▶ **Goal of the exercise**
Set down, word for word, each line from the top of the data through the line that has "filter:drop-shadow(2px 0 #8e867a)"; omit every picture.

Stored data
+++
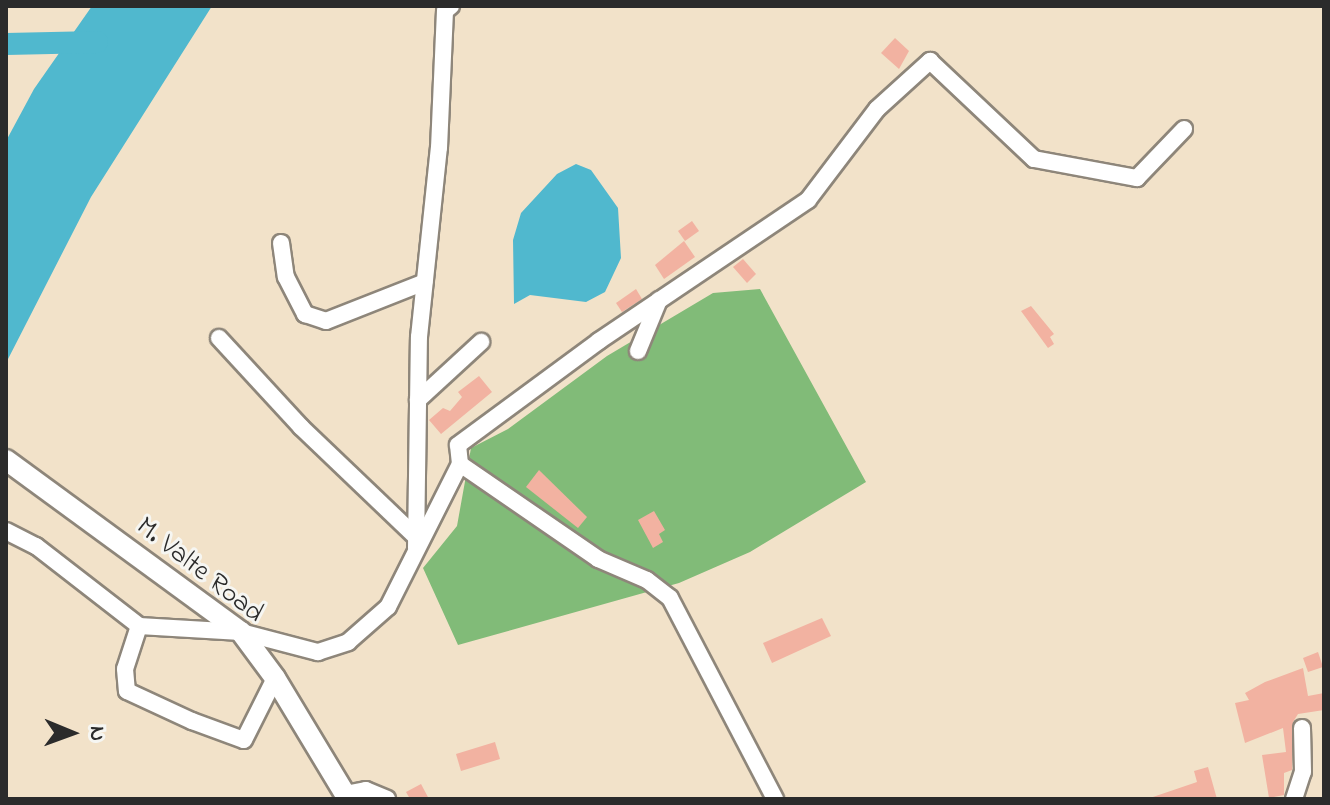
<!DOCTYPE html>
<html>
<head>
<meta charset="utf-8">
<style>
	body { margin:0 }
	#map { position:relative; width:1330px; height:805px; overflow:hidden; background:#f2e2c9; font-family:"Indie Flower",sans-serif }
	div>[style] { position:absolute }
	.forest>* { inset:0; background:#81bb78 }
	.water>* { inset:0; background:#50b8ce }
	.river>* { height:22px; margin:-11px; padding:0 11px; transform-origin:11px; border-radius:11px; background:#50b8ce }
	.building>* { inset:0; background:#f2b2a1 }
	.roads { filter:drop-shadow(2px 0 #8e867a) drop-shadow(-2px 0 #8e867a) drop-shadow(0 2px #8e867a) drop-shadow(0 -2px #8e867a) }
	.minor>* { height:16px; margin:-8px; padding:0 8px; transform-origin:8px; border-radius:8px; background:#fff }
	.major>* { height:20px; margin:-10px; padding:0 10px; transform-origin:10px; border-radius:10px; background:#fff }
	span { translate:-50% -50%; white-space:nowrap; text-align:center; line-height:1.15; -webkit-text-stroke:6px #f6f6f2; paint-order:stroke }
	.street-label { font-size:28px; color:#2b2b2b }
	.frame { position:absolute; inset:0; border:8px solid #2b2b2b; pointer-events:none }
	.north { position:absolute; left:32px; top:693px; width:80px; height:80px; -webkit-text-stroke:6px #f6f6f2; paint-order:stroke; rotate:91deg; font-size:22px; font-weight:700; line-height:32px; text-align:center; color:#2b2b2b }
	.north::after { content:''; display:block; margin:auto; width:28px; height:36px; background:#2b2b2b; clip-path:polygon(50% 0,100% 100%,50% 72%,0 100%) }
</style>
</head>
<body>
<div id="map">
	<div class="forest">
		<div style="clip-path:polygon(760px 289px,866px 482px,750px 552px,679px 583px,458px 645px,423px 568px,457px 526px,471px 448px,508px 429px,607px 356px,713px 293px)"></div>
	</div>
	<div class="water">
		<div style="clip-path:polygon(92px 6px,212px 6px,91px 197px,6px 363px,6px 141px,34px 89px)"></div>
		<div style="clip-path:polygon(576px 164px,591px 170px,618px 208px,621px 258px,605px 292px,586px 302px,530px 295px,514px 304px,513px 240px,521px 213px,557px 174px)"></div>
	</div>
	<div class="river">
		<div style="left:6px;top:44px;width:91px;rotate:-1.3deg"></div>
	</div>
	<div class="building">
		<div style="clip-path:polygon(895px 38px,909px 51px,899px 69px,881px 53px)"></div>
		<div style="clip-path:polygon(692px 221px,699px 231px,685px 241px,678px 231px)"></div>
		<div style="clip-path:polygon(684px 241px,695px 257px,664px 279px,655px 265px)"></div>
		<div style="clip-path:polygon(743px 259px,756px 274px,747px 283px,733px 267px)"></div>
		<div style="clip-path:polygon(636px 289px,642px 299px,622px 312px,616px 303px)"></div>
		<div style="clip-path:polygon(1031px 306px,1054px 334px,1050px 337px,1054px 344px,1048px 348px,1021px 311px)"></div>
		<div style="clip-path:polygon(479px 376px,492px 392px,441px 434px,429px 420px,443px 408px,450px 411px,462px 397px,458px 392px)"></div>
		<div style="clip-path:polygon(539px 470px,587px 517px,578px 528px,526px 487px)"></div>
		<div style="clip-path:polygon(654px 511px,665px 530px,659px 534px,663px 542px,653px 548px,638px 520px)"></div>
		<div style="clip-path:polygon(822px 618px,831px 636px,772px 663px,763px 643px)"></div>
		<div style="clip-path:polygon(1318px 652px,1323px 667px,1308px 672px,1303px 658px)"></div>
		<div style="clip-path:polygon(1303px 668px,1308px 696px,1324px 693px,1324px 710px,1298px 714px,1293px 722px,1292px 770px,1284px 773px,1284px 795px,1269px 798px,1262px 755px,1286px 752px,1283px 728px,1245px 743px,1235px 703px,1249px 700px,1245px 693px,1265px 682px)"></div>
		<div style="clip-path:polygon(495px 742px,500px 759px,461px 771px,456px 754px)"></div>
		<div style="clip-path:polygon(1208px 767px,1217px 799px,1147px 799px,1197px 782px,1194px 771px)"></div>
		<div style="clip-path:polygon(421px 784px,429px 799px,410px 799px,406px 792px)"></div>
	</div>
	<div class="roads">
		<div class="minor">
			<div style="left:281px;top:243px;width:34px;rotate:82deg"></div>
			<div style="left:286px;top:277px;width:42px;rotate:62.8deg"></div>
			<div style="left:305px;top:314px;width:22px;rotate:18deg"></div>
			<div style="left:326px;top:321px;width:106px;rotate:-21.5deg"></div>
			<div style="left:219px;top:338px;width:121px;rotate:47.3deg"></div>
			<div style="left:301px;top:427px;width:159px;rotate:43.7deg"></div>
			<div style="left:638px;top:351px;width:55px;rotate:-67.6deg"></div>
			<div style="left:418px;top:400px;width:86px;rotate:-42.6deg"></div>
			<div style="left:460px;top:464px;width:168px;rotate:34.5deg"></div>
			<div style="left:598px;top:559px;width:53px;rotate:23.2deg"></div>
			<div style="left:647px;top:580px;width:29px;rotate:38deg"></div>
			<div style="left:670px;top:598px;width:227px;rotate:62.4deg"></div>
			<div style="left:6px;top:531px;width:34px;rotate:27deg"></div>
			<div style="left:36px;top:546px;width:130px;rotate:37.8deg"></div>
			<div style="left:139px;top:626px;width:102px;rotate:3.4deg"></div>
			<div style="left:241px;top:632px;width:80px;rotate:14.6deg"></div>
			<div style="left:318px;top:652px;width:32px;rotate:-18deg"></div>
			<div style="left:348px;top:642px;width:53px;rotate:-41.2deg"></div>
			<div style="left:388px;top:607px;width:160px;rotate:-63.3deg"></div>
			<div style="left:460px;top:464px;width:19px;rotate:-96deg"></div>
			<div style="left:458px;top:445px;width:175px;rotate:-36.4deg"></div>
			<div style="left:599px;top:341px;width:252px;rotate:-34deg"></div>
			<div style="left:808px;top:200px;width:114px;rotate:-52.8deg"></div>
			<div style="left:877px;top:109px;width:72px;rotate:-42.2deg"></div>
			<div style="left:930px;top:61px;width:143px;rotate:43.3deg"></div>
			<div style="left:1034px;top:159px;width:105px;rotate:10.5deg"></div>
			<div style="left:1137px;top:178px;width:68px;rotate:-46.2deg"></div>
			<div style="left:416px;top:548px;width:211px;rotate:-89.2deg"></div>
			<div style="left:419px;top:337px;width:190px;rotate:-84deg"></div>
			<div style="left:439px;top:148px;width:137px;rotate:-87.5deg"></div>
			<div style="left:445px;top:11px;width:8px;rotate:-40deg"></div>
			<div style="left:139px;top:626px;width:45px;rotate:108deg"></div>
			<div style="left:125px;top:669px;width:22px;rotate:85deg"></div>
			<div style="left:127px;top:691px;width:72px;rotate:24.8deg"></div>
			<div style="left:192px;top:721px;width:55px;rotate:20.1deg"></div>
			<div style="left:244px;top:740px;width:69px;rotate:-63.4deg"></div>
			<div style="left:345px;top:794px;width:21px;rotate:-11deg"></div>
			<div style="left:366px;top:790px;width:23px;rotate:23deg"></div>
			<div style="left:1294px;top:799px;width:28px;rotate:-72deg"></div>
			<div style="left:1303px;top:772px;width:44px;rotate:-91.3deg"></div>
		</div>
		<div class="major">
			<div style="left:6px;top:460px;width:291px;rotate:36.2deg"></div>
			<div style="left:241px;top:632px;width:57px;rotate:53.5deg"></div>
			<div style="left:275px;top:678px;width:141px;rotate:58.9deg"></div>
		</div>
	</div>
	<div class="street-label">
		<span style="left:199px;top:571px;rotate:38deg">M. Valte Road</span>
	</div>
	<div class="frame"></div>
	<div class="north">N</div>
</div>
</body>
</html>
+++
▶ **Result below**
<!DOCTYPE html>
<html>
<head>
<meta charset="utf-8">
<style>
	body { margin:0 }
	#map { position:relative; width:1330px; height:805px; overflow:hidden; background:#f2e2c9; font-family:"Indie Flower",sans-serif }
	div>[style] { position:absolute }
	.forest>* { inset:0; background:#81bb78 }
	.water>* { inset:0; background:#50b8ce }
	.river>* { height:22px; margin:-11px; padding:0 11px; transform-origin:11px; border-radius:11px; background:#50b8ce }
	.building>* { inset:0; background:#f2b2a1 }
	.roads { filter:drop-shadow(2px 0 #8e867a) drop-shadow(-2px 0 #8e867a) drop-shadow(0 2px #8e867a) drop-shadow(0 -2px #8e867a) }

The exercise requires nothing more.